Tuesday, March 17, 2015

"With moments that bring tears to the eyes and others that disgusted me beyond what I thought I was capable of, Tanzer also made me laugh, wonder, and feel excited to see Two Rivers again and again." The New York Stories. The Chicago Writer.

Most humbling. And greatly appreciated. Excerpt? Word.

"Ben Tanzer’s strength lies in his recurring characters. It’s a small enough town, right? So some characters are going to come back, you figure. And they do across the span of several years—some stories of children later unfold when we see those little boys and girls turn into confused, fucked up adults. When one marriage ends, another begins and we find that protagonist’s ex-wife as a different protagonist’s wife. Though, not all the stories are told from the point-of-view of men either. Sometimes, we see women discover their independence again, or embrace it in the wake of the oncoming storm. Many of the protagonists are children, and sometimes, the point-of-view is from a collective community.
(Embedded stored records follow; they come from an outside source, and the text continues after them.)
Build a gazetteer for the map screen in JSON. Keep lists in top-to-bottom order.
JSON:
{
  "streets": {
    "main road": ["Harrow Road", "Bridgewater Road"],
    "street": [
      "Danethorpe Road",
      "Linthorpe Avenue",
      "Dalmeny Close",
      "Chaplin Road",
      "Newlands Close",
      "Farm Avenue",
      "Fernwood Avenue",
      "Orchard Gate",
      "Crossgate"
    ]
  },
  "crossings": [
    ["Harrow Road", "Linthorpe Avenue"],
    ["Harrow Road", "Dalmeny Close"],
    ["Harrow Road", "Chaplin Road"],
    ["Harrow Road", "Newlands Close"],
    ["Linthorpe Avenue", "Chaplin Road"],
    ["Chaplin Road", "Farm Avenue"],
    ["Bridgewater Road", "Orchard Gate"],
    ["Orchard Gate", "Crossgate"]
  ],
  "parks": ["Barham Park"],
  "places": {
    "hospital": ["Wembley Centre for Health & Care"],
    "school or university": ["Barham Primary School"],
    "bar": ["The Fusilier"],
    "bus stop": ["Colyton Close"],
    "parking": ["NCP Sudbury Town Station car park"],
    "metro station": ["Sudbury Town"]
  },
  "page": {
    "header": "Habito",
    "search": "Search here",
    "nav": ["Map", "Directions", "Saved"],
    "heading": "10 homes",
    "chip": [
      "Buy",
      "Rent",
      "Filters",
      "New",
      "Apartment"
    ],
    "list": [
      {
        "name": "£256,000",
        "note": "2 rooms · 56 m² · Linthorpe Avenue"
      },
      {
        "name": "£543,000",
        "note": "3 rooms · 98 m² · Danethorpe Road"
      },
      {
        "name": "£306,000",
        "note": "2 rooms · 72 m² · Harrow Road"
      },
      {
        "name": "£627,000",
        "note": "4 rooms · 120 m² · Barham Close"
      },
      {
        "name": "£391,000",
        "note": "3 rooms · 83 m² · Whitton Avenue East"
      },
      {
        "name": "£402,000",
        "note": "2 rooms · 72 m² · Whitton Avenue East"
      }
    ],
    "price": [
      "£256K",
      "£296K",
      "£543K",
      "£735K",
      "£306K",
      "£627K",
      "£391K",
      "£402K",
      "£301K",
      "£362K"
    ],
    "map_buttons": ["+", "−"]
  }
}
Either way, these characters often return, and sometimes, they’ve learned something from the things they lost. At other times, they come back as fresh as we left them, as befuddled and lost as they once were when they first set out into the world, setting out yet again into the storm. It’s because of this, it’s easy to develop a relationship with these characters as they struggle through the strife of that begets Two Rivers, in spite of the narrative distance built by a lack of description. We knew that this character when he was just a kid, after all, so it’s really easy to maintain your relationship with him, even if you kind of hated Stevey or Frank or any of those assholes when they were just in high school. And seeing them as children before watching them succumb to their fate is what makes this book brilliant. It’s not quite the same way that Salinger or Ellis bring characters back around again, almost as a masturbatory reference to their other works, because it’s just as important to the later stories that you saw the past stories in order to understand the full circle that some of these characters take, even if those past stories aren’t directly referenced. Like a chain, they link together, but each link alone still makes a full circle."